SUPPLIED DATA:
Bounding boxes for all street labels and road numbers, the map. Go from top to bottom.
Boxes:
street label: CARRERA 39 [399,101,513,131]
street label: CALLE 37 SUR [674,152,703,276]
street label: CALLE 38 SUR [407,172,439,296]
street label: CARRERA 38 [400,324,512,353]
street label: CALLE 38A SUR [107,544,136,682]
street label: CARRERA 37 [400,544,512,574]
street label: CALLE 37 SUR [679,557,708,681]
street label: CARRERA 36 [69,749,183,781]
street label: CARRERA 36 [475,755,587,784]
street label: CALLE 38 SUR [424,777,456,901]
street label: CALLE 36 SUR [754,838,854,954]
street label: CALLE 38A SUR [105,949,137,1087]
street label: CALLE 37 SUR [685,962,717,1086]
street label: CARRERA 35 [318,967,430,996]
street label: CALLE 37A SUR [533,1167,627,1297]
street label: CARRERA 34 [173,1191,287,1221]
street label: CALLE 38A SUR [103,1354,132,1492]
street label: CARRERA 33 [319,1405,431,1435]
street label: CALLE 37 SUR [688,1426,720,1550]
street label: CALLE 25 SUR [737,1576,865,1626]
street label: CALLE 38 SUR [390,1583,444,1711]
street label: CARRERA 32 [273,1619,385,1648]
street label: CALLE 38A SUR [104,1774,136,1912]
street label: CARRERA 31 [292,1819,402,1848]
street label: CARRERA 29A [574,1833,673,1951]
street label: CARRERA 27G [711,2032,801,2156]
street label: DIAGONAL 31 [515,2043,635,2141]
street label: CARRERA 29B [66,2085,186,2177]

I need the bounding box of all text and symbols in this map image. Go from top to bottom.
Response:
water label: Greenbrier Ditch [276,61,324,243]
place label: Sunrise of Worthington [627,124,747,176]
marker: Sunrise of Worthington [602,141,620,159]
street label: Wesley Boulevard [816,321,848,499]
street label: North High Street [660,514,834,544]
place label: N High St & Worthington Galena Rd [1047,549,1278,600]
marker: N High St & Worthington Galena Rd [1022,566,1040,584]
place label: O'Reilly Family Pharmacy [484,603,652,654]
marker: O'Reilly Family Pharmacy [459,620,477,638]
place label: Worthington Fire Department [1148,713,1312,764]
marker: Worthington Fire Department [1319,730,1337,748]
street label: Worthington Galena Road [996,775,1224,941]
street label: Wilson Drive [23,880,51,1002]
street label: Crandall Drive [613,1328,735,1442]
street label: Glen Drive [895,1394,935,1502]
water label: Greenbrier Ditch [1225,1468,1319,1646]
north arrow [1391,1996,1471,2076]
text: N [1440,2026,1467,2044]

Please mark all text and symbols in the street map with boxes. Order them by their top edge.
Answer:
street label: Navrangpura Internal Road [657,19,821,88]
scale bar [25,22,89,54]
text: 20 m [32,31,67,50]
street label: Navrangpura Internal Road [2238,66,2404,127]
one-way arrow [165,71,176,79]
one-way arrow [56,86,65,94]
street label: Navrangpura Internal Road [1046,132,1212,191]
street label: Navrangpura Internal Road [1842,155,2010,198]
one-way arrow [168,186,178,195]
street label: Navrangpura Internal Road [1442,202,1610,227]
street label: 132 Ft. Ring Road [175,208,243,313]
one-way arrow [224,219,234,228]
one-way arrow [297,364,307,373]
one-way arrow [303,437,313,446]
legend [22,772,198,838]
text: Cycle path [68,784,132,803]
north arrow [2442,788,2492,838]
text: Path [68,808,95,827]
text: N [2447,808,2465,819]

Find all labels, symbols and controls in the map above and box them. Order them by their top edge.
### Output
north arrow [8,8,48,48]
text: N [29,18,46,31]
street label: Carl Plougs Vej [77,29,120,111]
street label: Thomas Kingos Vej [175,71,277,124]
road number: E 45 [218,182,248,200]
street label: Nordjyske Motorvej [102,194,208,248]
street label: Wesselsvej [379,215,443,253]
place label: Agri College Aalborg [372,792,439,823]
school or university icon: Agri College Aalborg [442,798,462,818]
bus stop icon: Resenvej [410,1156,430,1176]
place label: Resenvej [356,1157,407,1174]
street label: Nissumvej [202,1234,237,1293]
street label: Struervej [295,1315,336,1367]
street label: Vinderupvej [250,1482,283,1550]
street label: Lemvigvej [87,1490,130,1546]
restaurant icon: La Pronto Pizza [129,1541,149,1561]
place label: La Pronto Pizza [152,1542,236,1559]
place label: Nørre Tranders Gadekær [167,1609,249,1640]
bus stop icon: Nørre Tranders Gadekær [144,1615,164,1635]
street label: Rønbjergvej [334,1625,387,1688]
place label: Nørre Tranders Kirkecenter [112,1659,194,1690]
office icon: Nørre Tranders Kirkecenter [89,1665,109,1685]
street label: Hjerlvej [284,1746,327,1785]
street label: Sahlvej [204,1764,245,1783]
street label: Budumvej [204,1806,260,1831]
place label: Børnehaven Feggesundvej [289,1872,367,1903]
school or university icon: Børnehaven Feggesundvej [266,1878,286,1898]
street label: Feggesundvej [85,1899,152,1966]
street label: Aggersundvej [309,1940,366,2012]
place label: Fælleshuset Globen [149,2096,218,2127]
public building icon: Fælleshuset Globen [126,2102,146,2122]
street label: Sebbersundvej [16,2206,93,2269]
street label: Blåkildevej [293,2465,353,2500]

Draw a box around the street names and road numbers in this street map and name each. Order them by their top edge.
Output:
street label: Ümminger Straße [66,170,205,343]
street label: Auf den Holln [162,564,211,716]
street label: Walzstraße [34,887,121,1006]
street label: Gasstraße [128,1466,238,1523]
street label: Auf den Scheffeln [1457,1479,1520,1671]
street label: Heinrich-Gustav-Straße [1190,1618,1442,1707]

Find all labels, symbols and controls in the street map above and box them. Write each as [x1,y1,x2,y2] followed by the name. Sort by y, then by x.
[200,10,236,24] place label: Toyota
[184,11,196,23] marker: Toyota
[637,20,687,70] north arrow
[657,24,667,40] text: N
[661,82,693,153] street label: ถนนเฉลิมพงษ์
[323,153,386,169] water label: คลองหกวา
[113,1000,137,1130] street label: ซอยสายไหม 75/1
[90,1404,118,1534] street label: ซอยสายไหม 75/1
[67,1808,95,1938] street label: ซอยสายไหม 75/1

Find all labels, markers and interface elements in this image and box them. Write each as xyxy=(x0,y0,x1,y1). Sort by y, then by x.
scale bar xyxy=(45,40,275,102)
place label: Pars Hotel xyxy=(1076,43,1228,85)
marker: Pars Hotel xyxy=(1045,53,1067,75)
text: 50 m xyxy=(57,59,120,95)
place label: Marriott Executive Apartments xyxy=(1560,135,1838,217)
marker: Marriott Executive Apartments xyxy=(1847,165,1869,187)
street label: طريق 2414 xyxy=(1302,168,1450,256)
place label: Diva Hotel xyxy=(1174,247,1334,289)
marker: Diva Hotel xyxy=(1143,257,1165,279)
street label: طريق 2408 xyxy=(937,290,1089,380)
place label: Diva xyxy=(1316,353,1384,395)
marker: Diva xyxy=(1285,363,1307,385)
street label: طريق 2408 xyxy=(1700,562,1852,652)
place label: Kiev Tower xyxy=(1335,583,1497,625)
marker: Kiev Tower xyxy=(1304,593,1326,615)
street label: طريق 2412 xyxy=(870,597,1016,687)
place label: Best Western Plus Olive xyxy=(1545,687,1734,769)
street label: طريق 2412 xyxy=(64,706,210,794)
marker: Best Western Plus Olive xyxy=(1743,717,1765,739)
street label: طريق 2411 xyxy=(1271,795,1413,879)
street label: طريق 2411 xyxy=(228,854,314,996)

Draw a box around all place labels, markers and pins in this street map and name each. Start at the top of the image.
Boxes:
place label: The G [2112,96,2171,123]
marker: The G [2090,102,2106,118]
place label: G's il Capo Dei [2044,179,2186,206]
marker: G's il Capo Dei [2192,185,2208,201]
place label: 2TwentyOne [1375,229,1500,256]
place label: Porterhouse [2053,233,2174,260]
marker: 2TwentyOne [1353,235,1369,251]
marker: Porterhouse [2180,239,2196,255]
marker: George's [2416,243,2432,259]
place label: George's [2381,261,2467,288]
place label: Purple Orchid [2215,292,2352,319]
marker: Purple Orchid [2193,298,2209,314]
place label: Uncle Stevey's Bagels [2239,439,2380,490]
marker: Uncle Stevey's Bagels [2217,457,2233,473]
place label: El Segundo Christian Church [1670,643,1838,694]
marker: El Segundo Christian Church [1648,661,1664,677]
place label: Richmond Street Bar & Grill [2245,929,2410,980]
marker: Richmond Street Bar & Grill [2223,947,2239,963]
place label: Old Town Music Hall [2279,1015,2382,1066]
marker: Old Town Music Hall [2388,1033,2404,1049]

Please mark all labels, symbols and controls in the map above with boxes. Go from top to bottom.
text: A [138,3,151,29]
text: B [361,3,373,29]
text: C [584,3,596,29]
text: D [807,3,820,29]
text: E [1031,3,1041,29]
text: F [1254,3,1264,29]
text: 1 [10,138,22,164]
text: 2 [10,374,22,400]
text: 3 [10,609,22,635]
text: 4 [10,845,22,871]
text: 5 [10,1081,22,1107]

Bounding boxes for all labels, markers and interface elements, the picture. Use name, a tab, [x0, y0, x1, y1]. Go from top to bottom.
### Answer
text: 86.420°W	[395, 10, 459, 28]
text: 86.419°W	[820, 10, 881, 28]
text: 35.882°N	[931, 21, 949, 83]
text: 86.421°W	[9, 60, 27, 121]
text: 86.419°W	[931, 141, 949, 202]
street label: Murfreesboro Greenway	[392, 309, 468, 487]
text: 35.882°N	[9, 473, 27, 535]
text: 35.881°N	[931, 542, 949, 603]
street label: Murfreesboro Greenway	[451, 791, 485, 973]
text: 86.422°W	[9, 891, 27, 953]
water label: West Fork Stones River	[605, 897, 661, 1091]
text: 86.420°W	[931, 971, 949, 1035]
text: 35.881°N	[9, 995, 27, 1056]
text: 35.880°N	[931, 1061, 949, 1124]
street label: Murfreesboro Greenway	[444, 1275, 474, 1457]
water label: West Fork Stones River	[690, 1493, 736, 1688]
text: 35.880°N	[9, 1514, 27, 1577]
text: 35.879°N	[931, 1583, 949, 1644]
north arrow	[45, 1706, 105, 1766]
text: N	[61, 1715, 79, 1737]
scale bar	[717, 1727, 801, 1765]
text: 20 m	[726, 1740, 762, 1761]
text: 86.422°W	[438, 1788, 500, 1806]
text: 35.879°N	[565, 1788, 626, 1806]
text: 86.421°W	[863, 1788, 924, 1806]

REQUIRED WORK: Retype, exactly as written, everything from the first line of the data above through the line containing "I need the bounding". Nothing else should appear.

ANSWER SECTION:
Bounding boxes for all street labels and road numbers, the map. Go from top to bottom.
Boxes:
street label: CARRERA 39 [399,101,513,131]
street label: CALLE 37 SUR [674,152,703,276]
street label: CALLE 38 SUR [407,172,439,296]
street label: CARRERA 38 [400,324,512,353]
street label: CALLE 38A SUR [107,544,136,682]
street label: CARRERA 37 [400,544,512,574]
street label: CALLE 37 SUR [679,557,708,681]
street label: CARRERA 36 [69,749,183,781]
street label: CARRERA 36 [475,755,587,784]
street label: CALLE 38 SUR [424,777,456,901]
street label: CALLE 36 SUR [754,838,854,954]
street label: CALLE 38A SUR [105,949,137,1087]
street label: CALLE 37 SUR [685,962,717,1086]
street label: CARRERA 35 [318,967,430,996]
street label: CALLE 37A SUR [533,1167,627,1297]
street label: CARRERA 34 [173,1191,287,1221]
street label: CALLE 38A SUR [103,1354,132,1492]
street label: CARRERA 33 [319,1405,431,1435]
street label: CALLE 37 SUR [688,1426,720,1550]
street label: CALLE 25 SUR [737,1576,865,1626]
street label: CALLE 38 SUR [390,1583,444,1711]
street label: CARRERA 32 [273,1619,385,1648]
street label: CALLE 38A SUR [104,1774,136,1912]
street label: CARRERA 31 [292,1819,402,1848]
street label: CARRERA 29A [574,1833,673,1951]
street label: CARRERA 27G [711,2032,801,2156]
street label: DIAGONAL 31 [515,2043,635,2141]
street label: CARRERA 29B [66,2085,186,2177]

I need the bounding box of all text and symbols in this map image. Go from top to bottom.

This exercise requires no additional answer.